Optimization of hemp protein gels at low temperatures as encapsulation wall materials: Effect of crosslinkers, pretreatments, and insights from rheology and oral tribology

Hemp protein (HP) is a sustainable protein source for encapsulating bioactives, but traditional high-temperature gelation poses challenges for heat-sensitive bioactive compounds. The objective of this research is to develop HP gels at 40 °C by optimizing citric acid (CA) crosslinking and sonication pretreatments while evaluating the gelling properties of three HPs extracted using alkaline, divalent-salt, and deep eutectic solvent (ALK, SALT, DES) methods. HP was hydrated at 20% overnight, sonicated for 0, 5, or 10 minutes, and mixed with CA (0, 0.1, 0.3 or 0.5 mmol/g protein). After pH adjustment to 4 and homogenization, samples were heated at 40 °C for 1 hour and cooled to 4 °C. Gel strength, rheology, oral tribology, structure, and interactions were characterized. Two-way ANOVA was used to optimize CA concentration and sonication for gel strength, while one-way ANOVA/Tukey test was used for characterization data.
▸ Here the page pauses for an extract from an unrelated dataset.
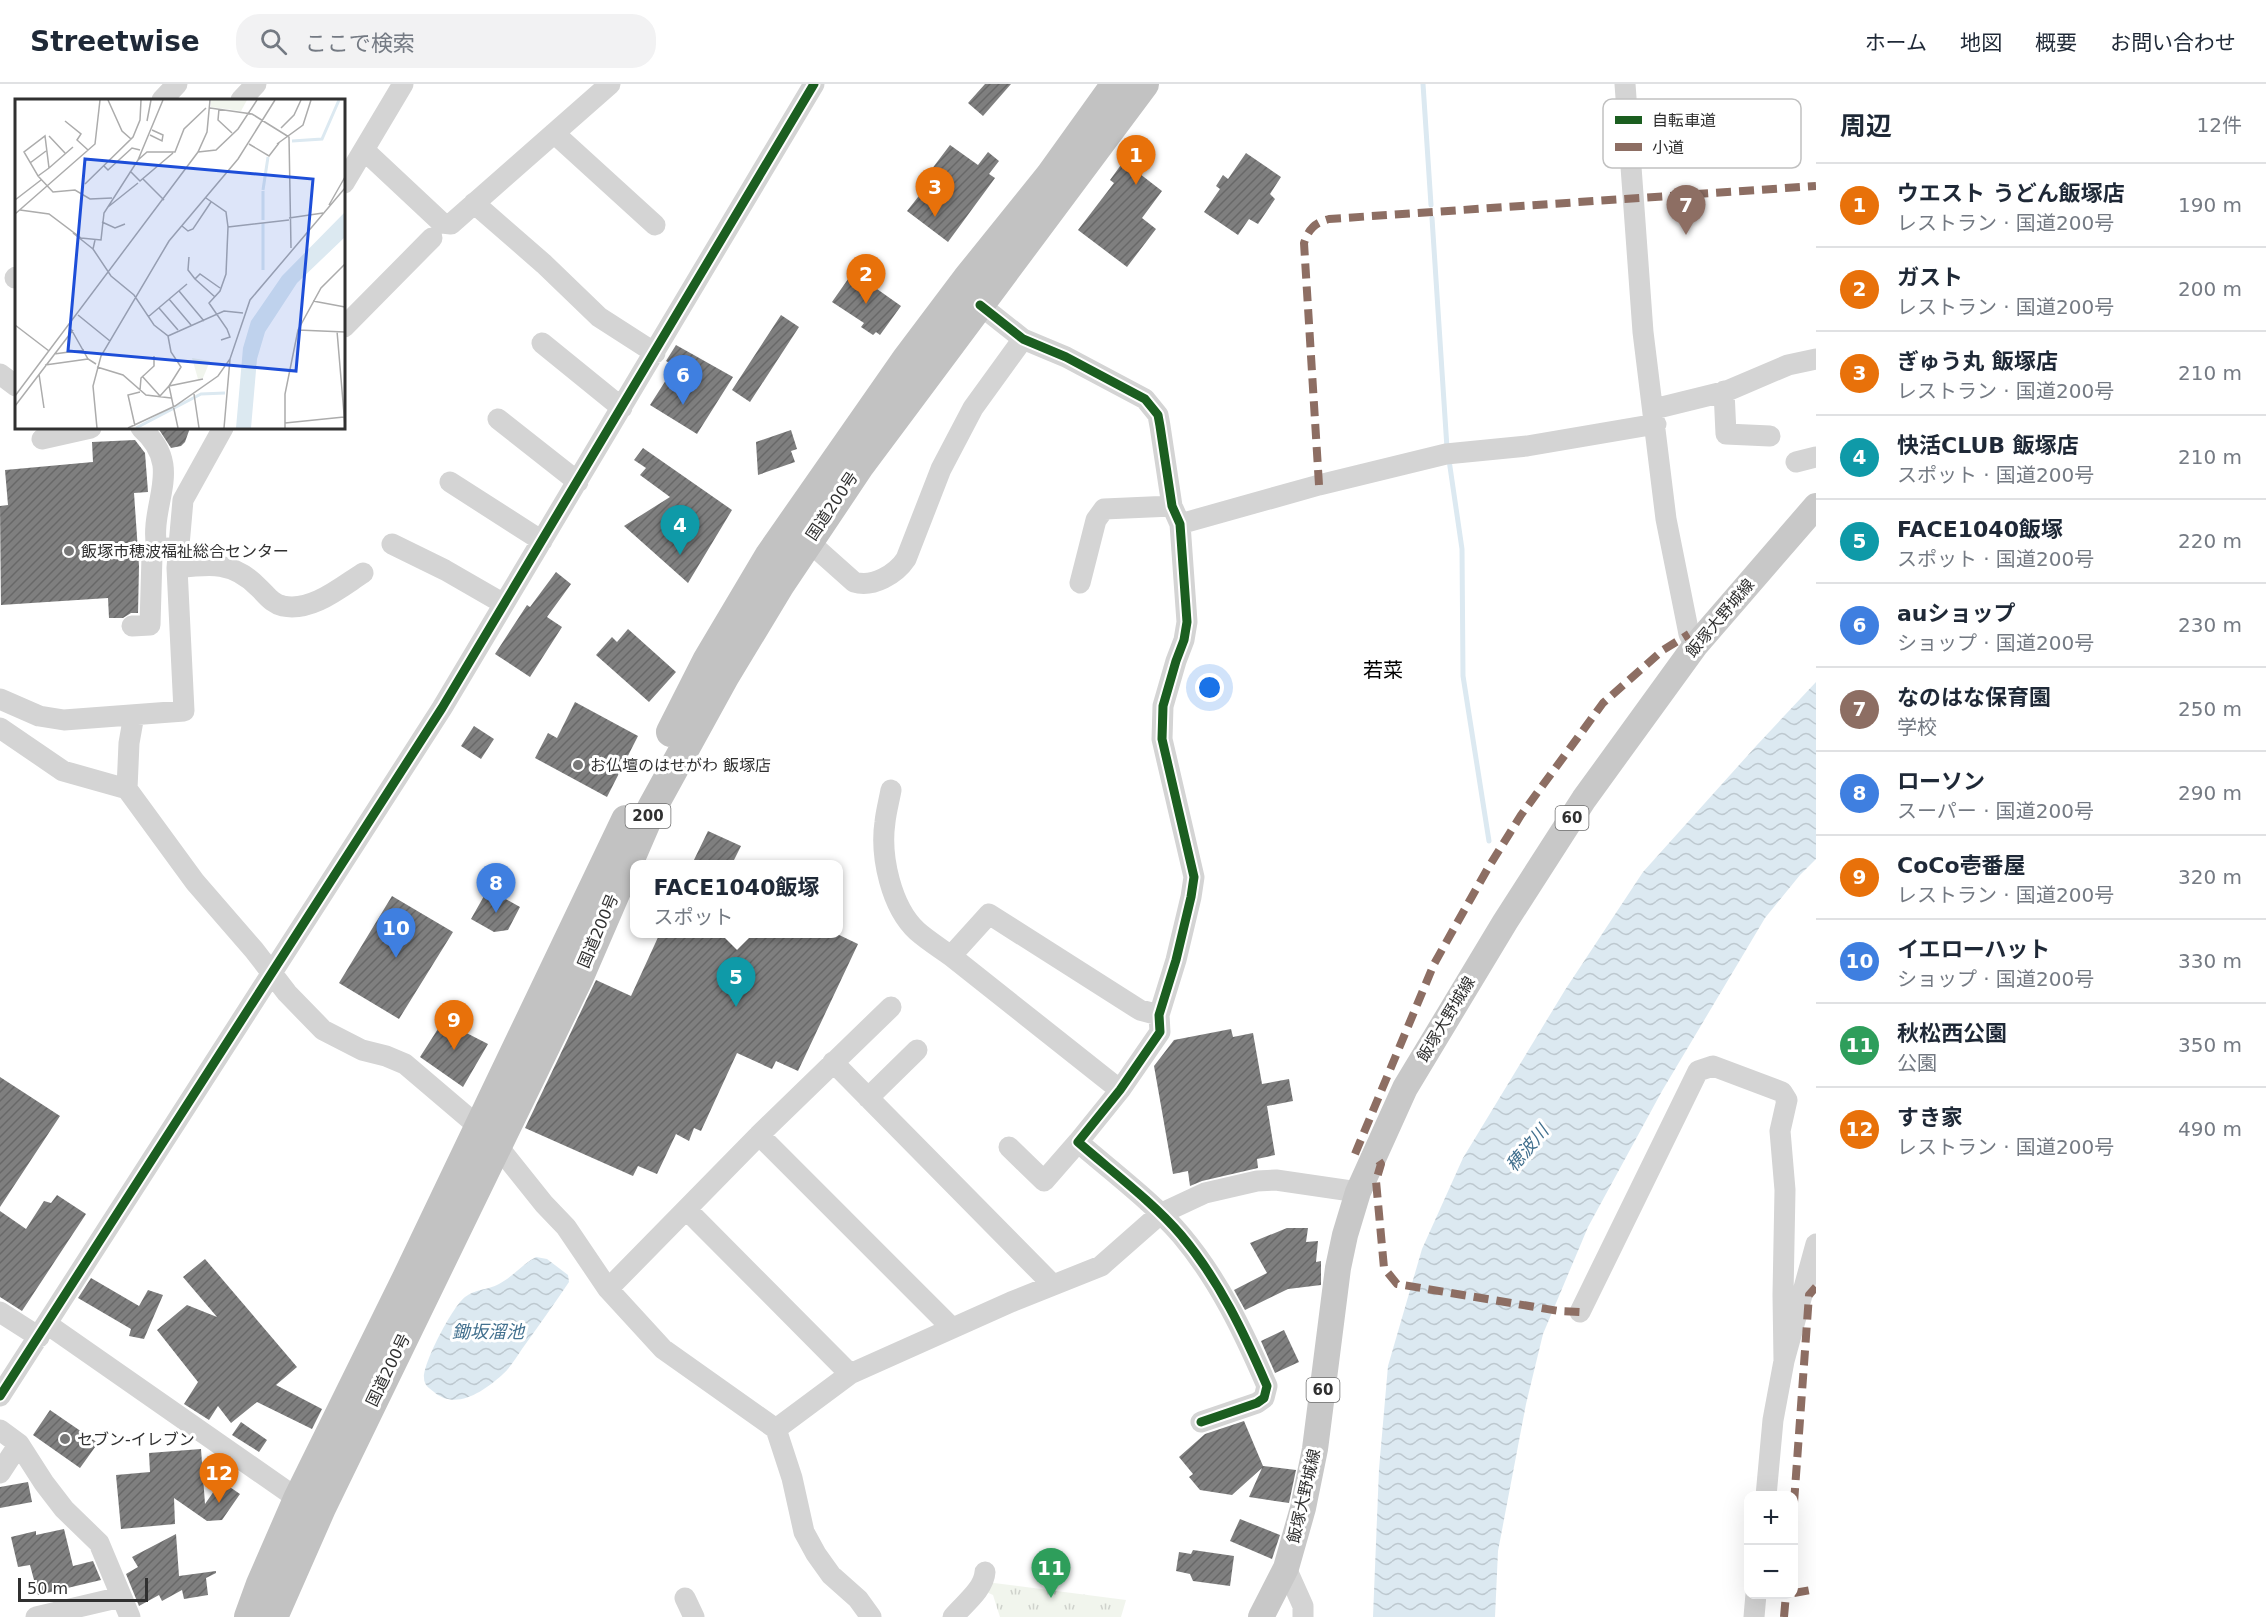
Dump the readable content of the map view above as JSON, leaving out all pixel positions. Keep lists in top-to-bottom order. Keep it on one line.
{"streets":{"highway":["国道200号","200"],"main road":["飯塚大野城線","60"]},"districts":["若菜"],"water":["穂波川","鋤坂溜池"],"places":["飯塚市穂波福祉総合センター","お仏壇のはせがわ 飯塚店","セブン-イレブン"],"legend":["自転車道","小道"],"scale_bar":"50 m","page":{"header":"Streetwise","search":"ここで検索","nav":["ホーム","地図","概要","お問い合わせ"],"heading":["周辺","12件"],"pins":["1","3","7","2","6","4","8","10","5","9","12","11"],"list":[{"mark":"1","name":"ウエスト うどん飯塚店","note":"レストラン · 国道200号","value":"190 m"},{"mark":"2","name":"ガスト","note":"レストラン · 国道200号","value":"200 m"},{"mark":"3","name":"ぎゅう丸 飯塚店","note":"レストラン · 国道200号","value":"210 m"},{"mark":"4","name":"快活CLUB 飯塚店","note":"スポット · 国道200号","value":"210 m"},{"mark":"5","name":"FACE1040飯塚","note":"スポット · 国道200号","value":"220 m"},{"mark":"6","name":"auショップ","note":"ショップ · 国道200号","value":"230 m"},{"mark":"7","name":"なのはな保育園","note":"学校","value":"250 m"},{"mark":"8","name":"ローソン","note":"スーパー · 国道200号","value":"290 m"},{"mark":"9","name":"CoCo壱番屋","note":"レストラン · 国道200号","value":"320 m"},{"mark":"10","name":"イエローハット","note":"ショップ · 国道200号","value":"330 m"},{"mark":"11","name":"秋松西公園","note":"公園","value":"350 m"},{"mark":"12","name":"すき家","note":"レストラン · 国道200号","value":"490 m"}],"popup":["FACE1040飯塚","スポット"],"map_buttons":["+","−"],"scale":"50 m"}}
SALT exhibited the strongest gelation, with a sharp increase in storage modulus during heating, continued strengthening over time, and dominant elasticity across frequencies. DES also formed stable gels with moderate strength and strain resilience, while ALK showed weak gelation. Interestingly, despite differing rheological properties, the mouthfeel did not differ according to friction in the boundary lubrication regime in tribology assessments. In the optimization, DES gels showed significant interaction (p< 0.05) between CA concentration and sonication time. Maximum gel strength (746.9 ± 25.4 g) was at 0.03 mmol/g CA and 5 min sonication, while controls had the lowest (198.4 ± 23.4 g). FTIR confirmed CA-induced crosslinking via shifts at ~3300, 1630, and 1530 cm⁻¹. Under optimized conditions, SALT (440.9 g) and ALK (301.0 g) gels had lower strength than DES, aligning with the rheological properties. Fabricating gels at low pH and temperature is challenging but crucial for delivering heat-sensitive bioactives. Sonication and CA crosslinking offer promising solutions using DES-extracted HP.